▸ Available records
>>>

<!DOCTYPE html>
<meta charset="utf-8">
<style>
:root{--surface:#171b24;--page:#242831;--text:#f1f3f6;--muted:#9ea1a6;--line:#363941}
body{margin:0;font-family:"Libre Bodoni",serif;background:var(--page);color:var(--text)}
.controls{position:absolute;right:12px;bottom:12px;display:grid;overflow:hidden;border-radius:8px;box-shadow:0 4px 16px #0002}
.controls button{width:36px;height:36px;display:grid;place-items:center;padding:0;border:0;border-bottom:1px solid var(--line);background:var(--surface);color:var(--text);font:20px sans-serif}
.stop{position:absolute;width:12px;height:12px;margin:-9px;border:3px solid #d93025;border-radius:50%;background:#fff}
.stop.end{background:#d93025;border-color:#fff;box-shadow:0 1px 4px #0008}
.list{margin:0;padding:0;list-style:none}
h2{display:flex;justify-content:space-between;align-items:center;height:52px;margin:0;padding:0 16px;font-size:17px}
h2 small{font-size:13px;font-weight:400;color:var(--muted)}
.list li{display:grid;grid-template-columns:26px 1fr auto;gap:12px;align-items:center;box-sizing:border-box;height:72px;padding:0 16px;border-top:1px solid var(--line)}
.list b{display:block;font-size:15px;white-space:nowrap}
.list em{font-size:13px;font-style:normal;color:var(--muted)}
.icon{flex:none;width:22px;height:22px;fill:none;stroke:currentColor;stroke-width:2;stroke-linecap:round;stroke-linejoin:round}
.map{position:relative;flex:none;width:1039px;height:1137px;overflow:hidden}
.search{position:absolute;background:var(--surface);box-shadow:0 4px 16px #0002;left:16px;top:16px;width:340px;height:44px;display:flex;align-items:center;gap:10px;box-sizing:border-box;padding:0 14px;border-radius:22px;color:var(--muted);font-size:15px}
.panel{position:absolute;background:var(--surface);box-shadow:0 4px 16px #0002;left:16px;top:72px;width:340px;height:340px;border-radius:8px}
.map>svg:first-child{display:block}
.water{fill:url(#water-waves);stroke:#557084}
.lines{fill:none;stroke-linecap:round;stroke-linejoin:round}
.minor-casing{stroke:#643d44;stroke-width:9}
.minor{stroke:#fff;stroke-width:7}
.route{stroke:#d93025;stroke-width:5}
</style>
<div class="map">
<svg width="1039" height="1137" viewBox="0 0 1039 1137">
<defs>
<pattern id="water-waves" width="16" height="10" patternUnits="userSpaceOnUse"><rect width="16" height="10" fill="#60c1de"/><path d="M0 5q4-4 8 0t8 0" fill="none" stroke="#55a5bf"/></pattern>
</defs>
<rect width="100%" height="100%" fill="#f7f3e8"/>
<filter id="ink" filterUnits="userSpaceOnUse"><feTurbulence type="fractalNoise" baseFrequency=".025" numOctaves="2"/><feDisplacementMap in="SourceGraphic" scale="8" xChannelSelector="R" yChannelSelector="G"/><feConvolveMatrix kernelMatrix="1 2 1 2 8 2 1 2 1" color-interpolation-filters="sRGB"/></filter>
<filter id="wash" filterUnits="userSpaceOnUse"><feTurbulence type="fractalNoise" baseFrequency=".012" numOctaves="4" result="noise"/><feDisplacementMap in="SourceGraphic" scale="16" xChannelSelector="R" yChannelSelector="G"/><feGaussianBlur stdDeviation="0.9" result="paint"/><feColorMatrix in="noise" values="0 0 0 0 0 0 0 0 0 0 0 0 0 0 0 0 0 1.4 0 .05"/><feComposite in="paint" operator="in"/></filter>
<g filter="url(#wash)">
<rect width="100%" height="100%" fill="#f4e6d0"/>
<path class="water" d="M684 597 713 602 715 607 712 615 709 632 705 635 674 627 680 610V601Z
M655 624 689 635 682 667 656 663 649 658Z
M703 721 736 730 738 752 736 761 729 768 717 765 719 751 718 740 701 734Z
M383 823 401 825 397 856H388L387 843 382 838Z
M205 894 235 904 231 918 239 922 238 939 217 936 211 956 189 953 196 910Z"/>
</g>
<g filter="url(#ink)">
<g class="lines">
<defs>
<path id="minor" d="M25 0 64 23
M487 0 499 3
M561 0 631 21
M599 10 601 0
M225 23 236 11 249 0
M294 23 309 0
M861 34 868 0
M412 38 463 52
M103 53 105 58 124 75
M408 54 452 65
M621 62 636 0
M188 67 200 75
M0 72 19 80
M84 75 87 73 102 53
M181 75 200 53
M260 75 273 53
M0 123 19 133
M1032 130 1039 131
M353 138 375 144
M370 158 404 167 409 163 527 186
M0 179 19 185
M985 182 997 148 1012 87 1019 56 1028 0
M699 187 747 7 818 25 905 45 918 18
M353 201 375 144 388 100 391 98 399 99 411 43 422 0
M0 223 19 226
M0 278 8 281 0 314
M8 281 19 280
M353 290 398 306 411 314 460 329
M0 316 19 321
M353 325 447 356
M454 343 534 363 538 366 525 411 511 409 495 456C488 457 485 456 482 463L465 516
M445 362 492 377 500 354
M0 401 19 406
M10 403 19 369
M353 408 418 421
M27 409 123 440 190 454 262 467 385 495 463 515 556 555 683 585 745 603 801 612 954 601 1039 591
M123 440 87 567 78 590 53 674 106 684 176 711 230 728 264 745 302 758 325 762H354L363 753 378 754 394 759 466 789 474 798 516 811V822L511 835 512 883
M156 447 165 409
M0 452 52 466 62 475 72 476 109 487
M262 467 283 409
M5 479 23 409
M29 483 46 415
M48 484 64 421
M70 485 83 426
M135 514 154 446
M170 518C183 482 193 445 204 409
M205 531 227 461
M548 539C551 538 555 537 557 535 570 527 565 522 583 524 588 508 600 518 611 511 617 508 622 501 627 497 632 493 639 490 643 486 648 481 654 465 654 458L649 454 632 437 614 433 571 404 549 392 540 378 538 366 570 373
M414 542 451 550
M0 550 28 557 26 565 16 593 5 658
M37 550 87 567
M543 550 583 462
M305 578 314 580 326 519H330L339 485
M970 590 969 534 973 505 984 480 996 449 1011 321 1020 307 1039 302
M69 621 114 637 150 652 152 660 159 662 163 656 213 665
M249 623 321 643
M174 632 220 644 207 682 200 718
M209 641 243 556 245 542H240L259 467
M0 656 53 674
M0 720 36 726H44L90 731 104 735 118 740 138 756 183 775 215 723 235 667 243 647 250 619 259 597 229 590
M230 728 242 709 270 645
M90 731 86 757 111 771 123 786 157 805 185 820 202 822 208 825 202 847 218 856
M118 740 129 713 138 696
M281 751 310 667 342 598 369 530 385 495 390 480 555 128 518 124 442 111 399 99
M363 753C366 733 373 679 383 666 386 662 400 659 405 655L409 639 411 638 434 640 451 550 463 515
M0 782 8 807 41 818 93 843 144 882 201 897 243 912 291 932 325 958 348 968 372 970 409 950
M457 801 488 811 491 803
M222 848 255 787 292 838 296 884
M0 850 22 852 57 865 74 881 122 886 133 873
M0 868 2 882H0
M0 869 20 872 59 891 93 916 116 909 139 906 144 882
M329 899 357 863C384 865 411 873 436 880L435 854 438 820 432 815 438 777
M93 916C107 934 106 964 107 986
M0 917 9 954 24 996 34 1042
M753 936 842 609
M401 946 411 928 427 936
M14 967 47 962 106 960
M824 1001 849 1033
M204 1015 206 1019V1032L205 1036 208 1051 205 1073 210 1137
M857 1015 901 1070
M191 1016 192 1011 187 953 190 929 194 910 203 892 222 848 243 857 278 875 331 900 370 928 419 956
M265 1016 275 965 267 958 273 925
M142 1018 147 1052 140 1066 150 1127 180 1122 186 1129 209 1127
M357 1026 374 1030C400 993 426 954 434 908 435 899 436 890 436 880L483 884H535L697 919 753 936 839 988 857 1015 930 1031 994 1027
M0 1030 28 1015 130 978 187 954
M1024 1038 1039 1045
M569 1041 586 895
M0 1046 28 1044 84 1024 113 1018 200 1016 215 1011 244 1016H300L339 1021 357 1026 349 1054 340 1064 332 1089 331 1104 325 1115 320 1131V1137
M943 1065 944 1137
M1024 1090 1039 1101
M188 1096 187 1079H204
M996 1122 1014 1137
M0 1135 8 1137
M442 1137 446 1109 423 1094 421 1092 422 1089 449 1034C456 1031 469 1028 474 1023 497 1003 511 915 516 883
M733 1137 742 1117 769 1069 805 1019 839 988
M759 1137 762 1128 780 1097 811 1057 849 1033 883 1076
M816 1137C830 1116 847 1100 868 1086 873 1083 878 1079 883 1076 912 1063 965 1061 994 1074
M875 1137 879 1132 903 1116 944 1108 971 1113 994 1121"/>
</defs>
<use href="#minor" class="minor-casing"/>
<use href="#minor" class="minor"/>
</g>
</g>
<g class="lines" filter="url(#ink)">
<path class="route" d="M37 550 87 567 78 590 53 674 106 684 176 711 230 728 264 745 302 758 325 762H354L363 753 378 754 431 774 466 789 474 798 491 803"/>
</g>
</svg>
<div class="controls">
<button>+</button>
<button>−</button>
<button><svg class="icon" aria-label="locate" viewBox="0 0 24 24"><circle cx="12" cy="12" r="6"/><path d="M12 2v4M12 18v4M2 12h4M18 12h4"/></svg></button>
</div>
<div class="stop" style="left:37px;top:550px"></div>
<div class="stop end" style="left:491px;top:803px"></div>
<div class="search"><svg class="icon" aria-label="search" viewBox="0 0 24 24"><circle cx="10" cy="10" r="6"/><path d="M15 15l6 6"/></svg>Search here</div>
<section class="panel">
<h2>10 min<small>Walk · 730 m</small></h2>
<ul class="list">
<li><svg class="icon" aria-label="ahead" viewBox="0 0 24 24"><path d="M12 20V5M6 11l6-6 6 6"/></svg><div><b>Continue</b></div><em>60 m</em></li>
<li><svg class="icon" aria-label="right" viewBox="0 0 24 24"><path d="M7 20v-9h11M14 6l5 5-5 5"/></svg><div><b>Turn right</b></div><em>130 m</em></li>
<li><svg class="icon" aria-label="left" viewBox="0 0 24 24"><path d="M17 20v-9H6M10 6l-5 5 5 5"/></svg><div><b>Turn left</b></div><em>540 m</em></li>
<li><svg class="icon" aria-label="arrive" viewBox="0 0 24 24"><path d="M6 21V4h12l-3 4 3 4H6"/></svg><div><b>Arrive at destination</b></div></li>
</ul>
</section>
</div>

<<<

Lines with the word "controls": copy each one from the data above.

▸ Solution to this exercise
.controls{position:absolute;right:12px;bottom:12px;display:grid;overflow:hidden;border-radius:8px;box-shadow:0 4px 16px #0002}
.controls button{width:36px;height:36px;display:grid;place-items:center;padding:0;border:0;border-bottom:1px solid var(--line);background:var(--surface);color:var(--text);font:20px sans-serif}
<div class="controls">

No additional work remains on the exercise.